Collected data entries
********************

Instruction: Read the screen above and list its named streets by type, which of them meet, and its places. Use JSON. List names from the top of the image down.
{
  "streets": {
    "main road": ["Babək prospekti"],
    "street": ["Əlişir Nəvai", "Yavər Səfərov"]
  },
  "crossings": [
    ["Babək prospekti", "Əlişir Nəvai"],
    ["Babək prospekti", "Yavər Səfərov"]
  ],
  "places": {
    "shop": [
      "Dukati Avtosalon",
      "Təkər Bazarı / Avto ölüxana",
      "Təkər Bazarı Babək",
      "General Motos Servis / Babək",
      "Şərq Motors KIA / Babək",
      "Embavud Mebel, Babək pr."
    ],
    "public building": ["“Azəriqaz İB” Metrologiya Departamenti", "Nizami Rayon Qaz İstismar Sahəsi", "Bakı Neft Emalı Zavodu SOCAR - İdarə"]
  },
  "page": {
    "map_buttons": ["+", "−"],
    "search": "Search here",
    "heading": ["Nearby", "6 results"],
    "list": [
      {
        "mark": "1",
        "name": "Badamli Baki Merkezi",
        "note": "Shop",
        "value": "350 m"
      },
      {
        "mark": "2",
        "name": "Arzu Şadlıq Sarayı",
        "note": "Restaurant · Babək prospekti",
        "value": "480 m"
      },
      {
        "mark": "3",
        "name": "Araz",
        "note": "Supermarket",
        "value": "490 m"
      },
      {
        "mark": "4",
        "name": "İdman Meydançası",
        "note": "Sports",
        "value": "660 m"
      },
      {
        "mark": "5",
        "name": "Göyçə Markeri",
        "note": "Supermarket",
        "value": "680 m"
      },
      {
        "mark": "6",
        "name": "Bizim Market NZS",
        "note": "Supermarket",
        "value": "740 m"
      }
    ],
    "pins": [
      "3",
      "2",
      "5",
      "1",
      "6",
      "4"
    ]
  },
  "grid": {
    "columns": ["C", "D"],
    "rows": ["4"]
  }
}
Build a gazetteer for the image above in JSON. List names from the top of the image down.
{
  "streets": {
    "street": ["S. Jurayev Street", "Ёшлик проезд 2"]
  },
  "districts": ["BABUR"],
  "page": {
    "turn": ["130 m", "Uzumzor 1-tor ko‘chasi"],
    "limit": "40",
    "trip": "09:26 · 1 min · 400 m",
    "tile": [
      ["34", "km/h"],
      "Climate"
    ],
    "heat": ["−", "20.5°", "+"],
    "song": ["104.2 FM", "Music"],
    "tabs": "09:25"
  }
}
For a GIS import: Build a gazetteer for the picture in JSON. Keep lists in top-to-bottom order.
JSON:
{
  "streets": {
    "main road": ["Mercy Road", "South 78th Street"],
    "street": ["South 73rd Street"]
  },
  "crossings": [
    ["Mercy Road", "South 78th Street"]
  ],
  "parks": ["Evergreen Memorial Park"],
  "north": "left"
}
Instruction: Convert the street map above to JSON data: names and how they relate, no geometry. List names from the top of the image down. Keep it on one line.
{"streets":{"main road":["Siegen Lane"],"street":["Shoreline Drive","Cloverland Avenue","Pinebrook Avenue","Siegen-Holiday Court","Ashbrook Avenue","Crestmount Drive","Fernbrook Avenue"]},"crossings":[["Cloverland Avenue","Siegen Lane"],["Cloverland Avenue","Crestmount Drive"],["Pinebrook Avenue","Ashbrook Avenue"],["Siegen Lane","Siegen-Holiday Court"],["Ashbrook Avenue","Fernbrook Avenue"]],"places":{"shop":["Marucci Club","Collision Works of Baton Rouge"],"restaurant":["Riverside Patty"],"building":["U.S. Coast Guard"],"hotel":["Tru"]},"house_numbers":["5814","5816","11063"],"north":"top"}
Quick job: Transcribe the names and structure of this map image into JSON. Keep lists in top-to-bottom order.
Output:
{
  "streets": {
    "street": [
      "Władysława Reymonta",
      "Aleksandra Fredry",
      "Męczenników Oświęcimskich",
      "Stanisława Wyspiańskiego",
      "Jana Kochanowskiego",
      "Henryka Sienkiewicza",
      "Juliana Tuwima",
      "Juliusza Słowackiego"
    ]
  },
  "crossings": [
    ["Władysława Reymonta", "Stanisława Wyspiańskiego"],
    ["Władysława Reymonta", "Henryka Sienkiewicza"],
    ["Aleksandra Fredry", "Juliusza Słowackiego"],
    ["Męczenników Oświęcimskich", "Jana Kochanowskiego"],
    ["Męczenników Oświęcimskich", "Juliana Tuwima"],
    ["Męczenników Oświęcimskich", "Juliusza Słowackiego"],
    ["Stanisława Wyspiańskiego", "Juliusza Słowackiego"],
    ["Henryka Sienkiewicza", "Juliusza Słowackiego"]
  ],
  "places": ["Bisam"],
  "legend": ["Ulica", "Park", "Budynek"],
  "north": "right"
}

********************

WHAT TO PRODUCE: Each record above needs to be transcribed word for word.

TASK RESULT:
Instruction: Read the screen above and list its named streets by type, which of them meet, and its places. Use JSON. List names from the top of the image down.
{
  "streets": {
    "main road": ["Babək prospekti"],
    "street": ["Əlişir Nəvai", "Yavər Səfərov"]
  },
  "crossings": [
    ["Babək prospekti", "Əlişir Nəvai"],
    ["Babək prospekti", "Yavər Səfərov"]
  ],
  "places": {
    "shop": [
      "Dukati Avtosalon",
      "Təkər Bazarı / Avto ölüxana",
      "Təkər Bazarı Babək",
      "General Motos Servis / Babək",
      "Şərq Motors KIA / Babək",
      "Embavud Mebel, Babək pr."
    ],
    "public building": ["“Azəriqaz İB” Metrologiya Departamenti", "Nizami Rayon Qaz İstismar Sahəsi", "Bakı Neft Emalı Zavodu SOCAR - İdarə"]
  },
  "page": {
    "map_buttons": ["+", "−"],
    "search": "Search here",
    "heading": ["Nearby", "6 results"],
    "list": [
      {
        "mark": "1",
        "name": "Badamli Baki Merkezi",
        "note": "Shop",
        "value": "350 m"
      },
      {
        "mark": "2",
        "name": "Arzu Şadlıq Sarayı",
        "note": "Restaurant · Babək prospekti",
        "value": "480 m"
      },
      {
        "mark": "3",
        "name": "Araz",
        "note": "Supermarket",
        "value": "490 m"
      },
      {
        "mark": "4",
        "name": "İdman Meydançası",
        "note": "Sports",
        "value": "660 m"
      },
      {
        "mark": "5",
        "name": "Göyçə Markeri",
        "note": "Supermarket",
        "value": "680 m"
      },
      {
        "mark": "6",
        "name": "Bizim Market NZS",
        "note": "Supermarket",
        "value": "740 m"
      }
    ],
    "pins": [
      "3",
      "2",
      "5",
      "1",
      "6",
      "4"
    ]
  },
  "grid": {
    "columns": ["C", "D"],
    "rows": ["4"]
  }
}
Build a gazetteer for the image above in JSON. List names from the top of the image down.
{
  "streets": {
    "street": ["S. Jurayev Street", "Ёшлик проезд 2"]
  },
  "districts": ["BABUR"],
  "page": {
    "turn": ["130 m", "Uzumzor 1-tor ko‘chasi"],
    "limit": "40",
    "trip": "09:26 · 1 min · 400 m",
    "tile": [
      ["34", "km/h"],
      "Climate"
    ],
    "heat": ["−", "20.5°", "+"],
    "song": ["104.2 FM", "Music"],
    "tabs": "09:25"
  }
}
For a GIS import: Build a gazetteer for the picture in JSON. Keep lists in top-to-bottom order.
JSON:
{
  "streets": {
    "main road": ["Mercy Road", "South 78th Street"],
    "street": ["South 73rd Street"]
  },
  "crossings": [
    ["Mercy Road", "South 78th Street"]
  ],
  "parks": ["Evergreen Memorial Park"],
  "north": "left"
}
Instruction: Convert the street map above to JSON data: names and how they relate, no geometry. List names from the top of the image down. Keep it on one line.
{"streets":{"main road":["Siegen Lane"],"street":["Shoreline Drive","Cloverland Avenue","Pinebrook Avenue","Siegen-Holiday Court","Ashbrook Avenue","Crestmount Drive","Fernbrook Avenue"]},"crossings":[["Cloverland Avenue","Siegen Lane"],["Cloverland Avenue","Crestmount Drive"],["Pinebrook Avenue","Ashbrook Avenue"],["Siegen Lane","Siegen-Holiday Court"],["Ashbrook Avenue","Fernbrook Avenue"]],"places":{"shop":["Marucci Club","Collision Works of Baton Rouge"],"restaurant":["Riverside Patty"],"building":["U.S. Coast Guard"],"hotel":["Tru"]},"house_numbers":["5814","5816","11063"],"north":"top"}
Quick job: Transcribe the names and structure of this map image into JSON. Keep lists in top-to-bottom order.
Output:
{
  "streets": {
    "street": [
      "Władysława Reymonta",
      "Aleksandra Fredry",
      "Męczenników Oświęcimskich",
      "Stanisława Wyspiańskiego",
      "Jana Kochanowskiego",
      "Henryka Sienkiewicza",
      "Juliana Tuwima",
      "Juliusza Słowackiego"
    ]
  },
  "crossings": [
    ["Władysława Reymonta", "Stanisława Wyspiańskiego"],
    ["Władysława Reymonta", "Henryka Sienkiewicza"],
    ["Aleksandra Fredry", "Juliusza Słowackiego"],
    ["Męczenników Oświęcimskich", "Jana Kochanowskiego"],
    ["Męczenników Oświęcimskich", "Juliana Tuwima"],
    ["Męczenników Oświęcimskich", "Juliusza Słowackiego"],
    ["Stanisława Wyspiańskiego", "Juliusza Słowackiego"],
    ["Henryka Sienkiewicza", "Juliusza Słowackiego"]
  ],
  "places": ["Bisam"],
  "legend": ["Ulica", "Park", "Budynek"],
  "north": "right"
}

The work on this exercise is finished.